Quickstart

Get up and running with autospec in 5 minutes.


Prerequisites

Before you begin, ensure you have:

  • Claude Code CLI: Installed and authenticated (setup guide)
  • Git: For version control and branch-based spec detection

Verify Claude CLI is installed:

claude --version

If you see command not found, visit the troubleshooting guide.


Cost Warning

Check your Claude auth method before long runs. API keys (ANTHROPIC_API_KEY) bill per-token and can get expensive.

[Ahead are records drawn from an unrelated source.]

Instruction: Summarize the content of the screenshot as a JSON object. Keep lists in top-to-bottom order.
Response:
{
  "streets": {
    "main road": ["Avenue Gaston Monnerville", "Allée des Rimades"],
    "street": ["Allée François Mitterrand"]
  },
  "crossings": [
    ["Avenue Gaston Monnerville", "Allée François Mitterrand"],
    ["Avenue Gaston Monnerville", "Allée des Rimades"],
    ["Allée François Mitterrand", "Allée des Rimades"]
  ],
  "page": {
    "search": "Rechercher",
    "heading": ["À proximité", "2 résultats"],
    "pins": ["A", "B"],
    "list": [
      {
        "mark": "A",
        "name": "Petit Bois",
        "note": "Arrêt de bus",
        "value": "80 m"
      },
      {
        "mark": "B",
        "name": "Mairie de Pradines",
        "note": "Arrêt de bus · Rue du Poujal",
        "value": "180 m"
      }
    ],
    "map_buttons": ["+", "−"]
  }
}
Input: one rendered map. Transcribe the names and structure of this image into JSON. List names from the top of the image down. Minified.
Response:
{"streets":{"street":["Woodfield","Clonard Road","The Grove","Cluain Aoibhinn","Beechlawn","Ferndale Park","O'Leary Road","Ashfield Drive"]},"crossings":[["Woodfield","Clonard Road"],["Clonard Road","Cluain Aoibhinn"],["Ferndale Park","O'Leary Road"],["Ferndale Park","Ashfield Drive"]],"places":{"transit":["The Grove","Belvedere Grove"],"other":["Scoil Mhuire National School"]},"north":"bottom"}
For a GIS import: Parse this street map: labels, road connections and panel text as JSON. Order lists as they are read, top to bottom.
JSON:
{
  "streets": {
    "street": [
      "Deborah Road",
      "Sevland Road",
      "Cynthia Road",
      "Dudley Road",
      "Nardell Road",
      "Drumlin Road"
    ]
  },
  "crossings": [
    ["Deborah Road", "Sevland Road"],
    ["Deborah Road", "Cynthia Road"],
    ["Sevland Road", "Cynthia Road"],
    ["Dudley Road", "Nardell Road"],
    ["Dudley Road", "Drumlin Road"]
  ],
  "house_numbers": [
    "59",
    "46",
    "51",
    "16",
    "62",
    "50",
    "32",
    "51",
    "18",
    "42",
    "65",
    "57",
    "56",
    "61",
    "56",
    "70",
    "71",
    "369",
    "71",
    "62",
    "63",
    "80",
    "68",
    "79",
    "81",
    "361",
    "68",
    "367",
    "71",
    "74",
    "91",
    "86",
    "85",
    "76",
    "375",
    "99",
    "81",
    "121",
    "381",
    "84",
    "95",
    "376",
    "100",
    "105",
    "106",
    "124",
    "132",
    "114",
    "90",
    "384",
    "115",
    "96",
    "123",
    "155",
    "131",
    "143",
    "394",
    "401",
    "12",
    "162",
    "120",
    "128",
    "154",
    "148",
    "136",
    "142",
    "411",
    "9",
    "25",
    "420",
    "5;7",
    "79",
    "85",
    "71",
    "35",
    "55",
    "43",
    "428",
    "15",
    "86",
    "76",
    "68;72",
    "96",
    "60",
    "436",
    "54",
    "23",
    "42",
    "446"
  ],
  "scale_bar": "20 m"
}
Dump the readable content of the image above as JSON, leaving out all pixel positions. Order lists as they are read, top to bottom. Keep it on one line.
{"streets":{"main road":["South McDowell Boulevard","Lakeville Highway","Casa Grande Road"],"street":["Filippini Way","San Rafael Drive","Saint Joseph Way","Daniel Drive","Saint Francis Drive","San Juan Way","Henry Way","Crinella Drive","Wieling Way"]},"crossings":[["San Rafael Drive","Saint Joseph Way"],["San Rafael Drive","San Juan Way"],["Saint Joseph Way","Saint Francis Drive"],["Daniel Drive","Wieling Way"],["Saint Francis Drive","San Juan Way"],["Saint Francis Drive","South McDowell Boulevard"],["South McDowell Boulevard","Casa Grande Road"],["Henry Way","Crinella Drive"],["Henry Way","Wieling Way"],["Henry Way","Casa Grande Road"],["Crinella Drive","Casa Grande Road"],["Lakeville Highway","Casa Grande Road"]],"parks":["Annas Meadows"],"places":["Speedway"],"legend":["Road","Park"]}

Pro/Max plans ($20+/month) include usage at no extra cost.

Run claude interactively, then /status to see your login method.


Step 1: Install autospec

curl -fsSL https://raw.githubusercontent.com/ariel-frischer/autospec/main/install.sh | sh

Option B: Download Binary

Visit the releases page and download for your platform:

Platform Binary
Linux autospec-linux-amd64
macOS Intel autospec-darwin-amd64
macOS Apple Silicon autospec-darwin-arm64
chmod +x autospec-*
mkdir -p ~/.local/bin
mv autospec-* ~/.local/bin/autospec

Ensure ~/.local/bin is in your PATH. Add export PATH="$HOME/.local/bin:$PATH" to your shell config if needed.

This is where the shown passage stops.